The Scandi Pleated Blind is a made-to-measure pleated blind sold by Swift Direct Blinds, available in 5 colours starting from £12.00. It takes its name from the muted, Nordic-leaning palette rather than any structural departure from a standard pleated design - the appeal is in the restrained colour choices and the accessible price point. For anyone looking to dress a window without a fuss, the combination of a tight colour edit and a low entry price makes this range worth considering before committing to something more elaborate.

Who it suits

Pleated blinds stack compactly when raised, which makes them well-suited to windows where you want to preserve the view during daylight hours. Unlike a Roman blind - which stacks as a wide band of fabric at the top of the window - a pleated blind folds into a slim stack that sits neatly above the glass.
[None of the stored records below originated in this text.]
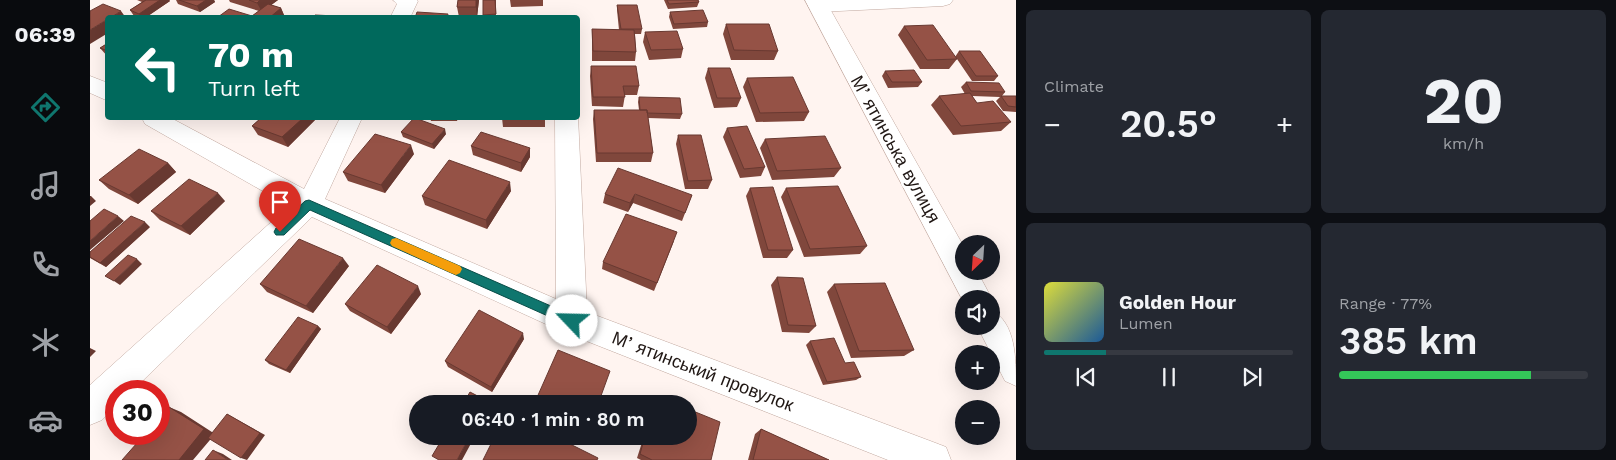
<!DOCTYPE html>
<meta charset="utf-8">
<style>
:root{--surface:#171b24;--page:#242831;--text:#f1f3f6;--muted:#9ea1a6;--line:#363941;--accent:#0f766e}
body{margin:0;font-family:"Work Sans",sans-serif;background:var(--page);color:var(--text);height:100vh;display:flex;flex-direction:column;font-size:19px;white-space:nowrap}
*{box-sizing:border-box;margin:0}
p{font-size:16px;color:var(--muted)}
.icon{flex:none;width:28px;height:28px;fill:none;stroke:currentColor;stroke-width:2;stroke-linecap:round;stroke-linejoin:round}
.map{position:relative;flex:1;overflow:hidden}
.details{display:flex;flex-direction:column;gap:10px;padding:10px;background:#0d0f14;width:600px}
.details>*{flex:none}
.guide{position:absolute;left:15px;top:15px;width:475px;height:105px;border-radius:5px;box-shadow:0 5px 20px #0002;background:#00695c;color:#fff;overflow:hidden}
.needle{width:32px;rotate:205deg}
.controls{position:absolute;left:865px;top:235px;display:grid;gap:10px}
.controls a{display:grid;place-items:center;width:45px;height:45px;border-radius:50%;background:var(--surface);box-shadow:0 5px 20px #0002;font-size:25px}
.speed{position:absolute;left:15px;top:380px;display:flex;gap:10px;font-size:25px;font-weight:700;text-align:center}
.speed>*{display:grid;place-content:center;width:65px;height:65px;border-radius:50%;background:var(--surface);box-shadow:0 5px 20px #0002;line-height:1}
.speed .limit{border:8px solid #d22;background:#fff;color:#111}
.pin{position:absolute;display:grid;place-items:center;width:42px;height:42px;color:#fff;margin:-51px -21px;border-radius:50% 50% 50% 0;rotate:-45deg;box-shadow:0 0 5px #0007}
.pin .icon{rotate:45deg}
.me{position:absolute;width:55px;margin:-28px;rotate:294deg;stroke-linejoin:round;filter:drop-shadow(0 0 4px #0008)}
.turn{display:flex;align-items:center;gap:18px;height:105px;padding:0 20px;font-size:22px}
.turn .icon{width:65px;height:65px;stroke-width:2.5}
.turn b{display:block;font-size:35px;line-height:42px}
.big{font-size:38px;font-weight:600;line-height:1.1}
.details .widget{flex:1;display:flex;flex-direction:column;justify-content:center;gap:8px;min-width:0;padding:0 18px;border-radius:8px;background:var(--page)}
.details .dial{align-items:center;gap:0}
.dial b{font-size:65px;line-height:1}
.song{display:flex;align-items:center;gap:15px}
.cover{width:60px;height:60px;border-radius:8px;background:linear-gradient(135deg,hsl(60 70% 55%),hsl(210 70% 35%))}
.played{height:5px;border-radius:2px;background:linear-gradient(90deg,var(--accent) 25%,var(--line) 25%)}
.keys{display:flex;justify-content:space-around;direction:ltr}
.heat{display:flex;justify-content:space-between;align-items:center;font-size:28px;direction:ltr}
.charge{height:8px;border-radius:4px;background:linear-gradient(90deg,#34c759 77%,var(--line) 0)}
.details .tiles{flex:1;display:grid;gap:10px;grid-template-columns:repeat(2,1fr)}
.trip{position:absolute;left:319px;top:395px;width:288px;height:50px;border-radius:25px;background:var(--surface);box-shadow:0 5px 20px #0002;font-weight:600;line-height:50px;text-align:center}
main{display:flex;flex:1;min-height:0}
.dock{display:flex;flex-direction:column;width:90px;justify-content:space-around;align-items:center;background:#090b0e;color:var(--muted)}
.dock .icon{width:35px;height:35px}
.dock .active{color:var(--accent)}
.dock b{font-size:22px;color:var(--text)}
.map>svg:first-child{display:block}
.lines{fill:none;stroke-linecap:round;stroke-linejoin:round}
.minor-casing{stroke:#c2a9a0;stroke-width:1}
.tertiary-casing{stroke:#c2a9a0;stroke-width:1}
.minor{fill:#fff;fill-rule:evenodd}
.tertiary{fill:#fff;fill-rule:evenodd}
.wall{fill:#80473c}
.shaded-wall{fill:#683931}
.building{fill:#955246;stroke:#683931}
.route{fill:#0f766e;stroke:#0a4d48}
.slow{fill:#f59e0b}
.labels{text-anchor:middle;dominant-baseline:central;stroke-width:5;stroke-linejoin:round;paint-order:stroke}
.street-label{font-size:18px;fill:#201714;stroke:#fff}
</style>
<main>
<nav class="dock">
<b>06:39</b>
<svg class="icon active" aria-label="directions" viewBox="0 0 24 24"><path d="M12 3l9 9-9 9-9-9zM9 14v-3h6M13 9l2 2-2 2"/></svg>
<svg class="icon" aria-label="music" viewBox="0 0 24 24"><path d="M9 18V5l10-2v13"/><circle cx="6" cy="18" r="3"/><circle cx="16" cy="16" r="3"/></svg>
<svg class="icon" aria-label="phone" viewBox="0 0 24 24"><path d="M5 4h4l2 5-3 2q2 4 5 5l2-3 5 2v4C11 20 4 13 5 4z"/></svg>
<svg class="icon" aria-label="climate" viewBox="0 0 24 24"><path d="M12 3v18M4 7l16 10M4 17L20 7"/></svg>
<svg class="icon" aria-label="car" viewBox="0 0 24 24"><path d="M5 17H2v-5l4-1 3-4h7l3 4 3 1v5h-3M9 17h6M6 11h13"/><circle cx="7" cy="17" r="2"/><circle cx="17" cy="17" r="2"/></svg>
</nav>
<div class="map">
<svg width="926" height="460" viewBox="0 0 926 460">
<rect width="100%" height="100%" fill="#fff4f0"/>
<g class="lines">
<g class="minor-casing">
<path id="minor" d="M303 0H327L328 1 320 18H300L307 4Z
M731 0H863L860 4 853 6 728 12 721 10 718 6 721 2Z
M0 76 18 83V101L0 93Z
M488 116 497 312 843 442 856 447 861 460H798L471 331 222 217 42 391H26V406L12 420 0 425V385L199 206 55 124 52 118H81L214 189 250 118H272L235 199 466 299 465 118H488Z"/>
</g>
<g class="tertiary-casing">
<path id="tertiary" d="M715 0H735L874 247V271H887L902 299 901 301V299H874V303Z
M901 310C926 322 926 359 926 386L915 381 887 326H901Z"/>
</g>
<use href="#minor" class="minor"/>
<use href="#tertiary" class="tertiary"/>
</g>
<path class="wall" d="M47 0H79L80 1 55 18H49L44 16 40 10 52 2Z
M86 0H124L125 2 110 12 88 4Z
M139 0H188L181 5 191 8 195 17 198 18H129L128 17 162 16 169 11 140 2Z
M368 0H389L387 17H369L367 7Z
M393 0H406V18H393Z
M420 0H453V6L421 7Z
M574 0H608L609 2 607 7 578 9Z
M527 5 552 29 551 34H545L546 52 545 61H502V29L529 30 527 10Z
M580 12 618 22 617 27 583 29 579 17Z
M636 24 688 51 684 60H641L633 34Z
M814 26 865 57 869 51 908 76 904 81H882L867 59 859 69H830L808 35Z
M555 32 593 49 591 58 559 60 553 42Z
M18 43V57L10 48Z
M501 66 549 86 547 95H535L533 107 502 106 500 76Z
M618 68 651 98 647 107 624 108 615 78Z
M795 71 832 82 828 87 798 88 792 76Z
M657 78 719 112 714 121 666 122 653 87Z
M876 82 915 92 912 96H926V112L913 111 906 101 910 97 882 96 887 103 921 122 911 131 863 135 841 105 849 96 875 94 871 87Z
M549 97 592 114 590 119 558 118 563 153 561 162H506L503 119 504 110H549L548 102Z
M171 118H227L198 147 168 135 162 126Z
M340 118H368L367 121H341Z
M412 118H455V127H413Z
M637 128 675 167 671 176 650 178 633 137Z
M311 132 356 134 344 149 313 137Z
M588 135 622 180 618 189H595L586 144Z
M675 139 751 168 744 177 682 180 670 148Z
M381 146 440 148V157L431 172 383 155Z
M324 154 295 193 258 181 253 172Z
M78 163 86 172 48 204 19 189 9 180Z
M660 188 703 250 697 258H673L656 196Z
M696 188 777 246 770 254 714 257 691 197Z
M421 191 397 229 335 205 332 196Z
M515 194 602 195 592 221 543 203 538 212 513 203Z
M135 201 100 235 70 220 61 211Z
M60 227 16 267 0 258V252Z
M584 241 564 291 512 269 513 262Z
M259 266 223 313 177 292 170 284Z
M687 277 726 326 719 333 692 332 681 285Z
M744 284 824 350 814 356 761 358 737 292Z
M331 294 301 334 260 311 255 304Z
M228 326 231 329 200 373 179 364 175 360Z
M434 339 402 392 358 367 355 361Z
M720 341 771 377 766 380 733 385 716 345Z
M671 429 739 460H658L665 434Z
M554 436H598L621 460H551L547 458Z"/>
<path class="shaded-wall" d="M70 0H79L80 1 55 18H52L49 14Z
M116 0H124L125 2 110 12 107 6Z
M170 0H188L172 12 167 3Z
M386 0H389L387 17 386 7Z
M191 8 195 18H179Z
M31 11 36 18H20Z
M18 19V33L0 44V30Z
M213 118H227L198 147 192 137Z
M355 129 356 134 344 149 342 144Z
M321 145 324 154 295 193 291 185Z
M440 148V157L431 172V163Z
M78 163 86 172 48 204 39 195Z
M420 182 421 191 397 229 396 220Z
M128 193 135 201 100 235 91 226Z
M545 194 543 203 538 212 540 203Z
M0 196H1L6 201 0 206Z
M28 216 34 221 0 250V241Z
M55 222 60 227 16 267 10 263Z
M253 258 259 266 223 313 216 306Z
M47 259 52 264 30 285 24 281Z
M328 286 331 294 301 334 297 327Z
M228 326 231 329 200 373 196 370Z
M433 333 434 339 402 392 401 387Z
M0 348 6 351 0 357Z
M79 407 91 412 125 434 103 460H89Z
M137 414 175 435 157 460 151 458Z
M380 436H385L372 460H367Z
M123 450 133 454 142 460H138Z"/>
<path class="building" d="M56 0H70L49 14 40 10Z
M89 0H116L107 6Z
M159 0H170L167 3Z
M368 0H386V7H367Z
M393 0H405L406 14 393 15Z
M577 0H608L609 2 579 4Z
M13 4 31 11 20 18H18V19L0 30V11Z
M178 4 191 8 179 18H131L128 17 139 9 162 16Z
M527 5H547L552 29H531Z
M613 10 618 22 584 24 580 12Z
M327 12 358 14 357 18H325Z
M225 15 267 17 224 18Z
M636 24H679L688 51 644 50Z
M843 25 867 59 837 60 814 26Z
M502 29 544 30 546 52 503 51Z
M587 31 593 49 561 50 555 32Z
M18 43V51L10 48Z
M869 51H890L908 76H886Z
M501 66H546L549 86H533L535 97H503Z
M618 68H640L651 98H627Z
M824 70 832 82H802L795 71Z
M703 77 719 112 670 113 657 78Z
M876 82 909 83 915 92 881 91Z
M880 93 887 103 903 101 921 122 871 126 849 96Z
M911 96H926V107L918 106Z
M549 97 590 98 592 114 557 113V110H550Z
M504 110H557L563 153H507Z
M171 118H213L192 137 162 126Z
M324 118H325L355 129 342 144 311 132Z
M657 126 675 167 654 169 637 128Z
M391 132 440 148 431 163 381 146Z
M285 134 321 145 291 185 253 172Z
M588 135H611L622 180 598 181Z
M735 136 751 168 687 171 675 139Z
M49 149 78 163 39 195 9 180Z
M359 160 420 182 396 220 332 196Z
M528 168 602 195 595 213 545 194 540 203 515 194Z
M99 179 128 193 91 226 61 211Z
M748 186 777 246 720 249 696 188Z
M683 187 703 250H678L660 188Z
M14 209 28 216 0 241V221Z
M536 214 587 232 567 283 513 262Z
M41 216 55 222 10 263 0 257V252Z
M209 239 253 258 216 306 170 284Z
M38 255 47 259 24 281 15 276Z
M287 265 328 286 297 327 255 304Z
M687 277 713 278 726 326 698 325Z
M795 283 824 350 769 351 744 284Z
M389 310 433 333 401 387 355 361Z
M208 317 228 326 196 370 175 360Z
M744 338 755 363 764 362 771 377 737 382 720 341Z
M468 350 520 371 508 404H448L445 402Z
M380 392 399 402 398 404H373Z
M567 397 585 404H565Z
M79 407 114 429 89 460H32L55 434H69V419Z
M598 409 630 422 621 460H562L550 454 555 436H598Z
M137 414 170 433 151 458 118 438Z
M671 429 739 460H663Z
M354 436H380L367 460H349L342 456Z
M405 436H464L508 458 507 460H393Z
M123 450 138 460H115Z"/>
<path class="route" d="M219 200 486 317 488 321 486 325 482 327 478 325 220 210 194 235H186L184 232 186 228 215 201Z"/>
<path class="slow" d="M306 238 370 266 372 269 370 273 366 275 361 273 302 246 300 243 302 239Z"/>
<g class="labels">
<g class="street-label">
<text transform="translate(806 149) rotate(61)">Мʼятинська вулиця</text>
<text transform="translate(613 371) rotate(21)">Мʼятинський провулок</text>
</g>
</g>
</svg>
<div class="controls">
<a><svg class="needle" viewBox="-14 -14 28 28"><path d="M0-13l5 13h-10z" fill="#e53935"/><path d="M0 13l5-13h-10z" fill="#9ea1a6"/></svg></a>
<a><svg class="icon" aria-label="sound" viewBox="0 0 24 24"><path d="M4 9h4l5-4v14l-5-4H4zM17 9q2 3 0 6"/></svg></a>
<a>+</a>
<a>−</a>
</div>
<div class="speed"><div class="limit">30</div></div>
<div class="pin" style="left:190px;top:232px;background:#d93025"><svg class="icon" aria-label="arrive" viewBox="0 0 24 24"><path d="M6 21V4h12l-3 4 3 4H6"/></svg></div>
<svg class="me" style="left:482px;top:321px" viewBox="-20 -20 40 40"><circle r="19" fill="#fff"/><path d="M0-13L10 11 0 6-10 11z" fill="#0f766e"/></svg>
<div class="trip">06:40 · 1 min · 80 m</div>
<div class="guide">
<div class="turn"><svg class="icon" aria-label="left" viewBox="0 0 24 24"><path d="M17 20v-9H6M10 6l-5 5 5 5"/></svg><div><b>70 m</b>Turn left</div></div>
</div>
</div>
<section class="details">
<div class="tiles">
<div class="widget"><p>Climate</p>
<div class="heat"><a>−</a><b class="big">20.5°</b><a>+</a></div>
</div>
<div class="widget dial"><b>20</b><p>km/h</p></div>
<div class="widget">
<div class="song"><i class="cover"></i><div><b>Golden Hour</b><p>Lumen</p></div></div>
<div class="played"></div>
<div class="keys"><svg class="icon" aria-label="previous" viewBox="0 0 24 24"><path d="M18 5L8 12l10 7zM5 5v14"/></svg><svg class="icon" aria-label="pause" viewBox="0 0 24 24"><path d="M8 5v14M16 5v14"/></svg><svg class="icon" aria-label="next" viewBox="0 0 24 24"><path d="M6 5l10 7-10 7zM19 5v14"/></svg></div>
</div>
<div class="widget"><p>Range · 77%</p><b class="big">385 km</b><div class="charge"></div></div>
</div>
</section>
</main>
The Scandi sits comfortably in living rooms, bedrooms, and studies where a clean, minimal look is the priority and where a chunky stacked Roman would look out of proportion.

The retailer does not specify the opacity class for this range. If complete light exclusion is essential - for a nursery, a shift-worker's bedroom, or a home cinema - confirm the opacity rating directly with Swift Direct Blinds before ordering; a blackout roller or cellular blind with a verified blackout fabric may be a safer choice if the room depends on genuine darkness.

This range is described as pleated rather than cellular (honeycomb), so it does not carry the insulating air-pocket structure that cellular blinds offer. It is not the first choice for a conservatory or a room where thermal performance is the main driver.

The colours

5 colours available

The palette runs across five finishes: Olive, Khol, Teal, Charcoal, and White Linen. Three of the five - Olive, Charcoal, and White Linen - are neutrals that will sit quietly against most painted walls or natural materials. Teal adds a cooler, more distinctive note without tipping into a statement colour; Khol provides a near-black option for rooms where a darker shade is needed.

The range skews cool and muted rather than warm. If your room leans heavily towards warm ochres or terracottas, none of the five finishes offers a clear complement, and a range with a warmer stone or sand tone would be worth considering alongside this one.

Price by your dimensions

Enter your window size. We round up to the next standard size, which matches how the retailer actually quotes you.

Starting from £12.00, this sits at the entry-level end of made-to-measure pleated pricing. As with all made-to-measure blinds, the price rises with the width and drop you specify - the grid above shows how the cost moves across common sizes. Smaller windows will stay close to the from-price; larger windows will cost proportionally more.

How it compares

Against other pleated blinds, the Scandi's main differentiator is its palette - tight, coordinated, and influenced by Scandinavian interior styling rather than the broader spectrum many retailers offer. If you need a specific warm or bold colour not covered by these five options, a different pleated range with a wider colour run would be a more practical starting point.

If thermal performance matters, a honeycomb (cellular) blind is structurally better suited. The sealed air pockets in a cellular blind reduce heat loss in a way a single-layer pleated fabric cannot match. For conservatories or poorly insulated windows, that difference is worth the additional cost.

If blackout performance is the requirement, a roller blind with a verified blackout fabric gives more reliable results and is widely available at a similar price point. Pleated blinds can come with blackout fabric, but the opacity of this specific range is not stated, so it cannot be assumed.

For rooms where the priority is a clean, understated look - home offices, reading corners, or bedrooms where the aesthetic matters as much as light control - the Scandi Pleated offers a coherent palette at a price that leaves little room to argue.

A note on care

Pleated blind fabrics are generally maintained by vacuuming with a brush attachment to lift dust from the pleats. Spot-cleaning with a damp cloth and mild soap handles most marks. Avoid soaking the fabric; pleated folds can lose their crispness if the material becomes saturated and dries unevenly. For everyday use the maintenance requirement is low.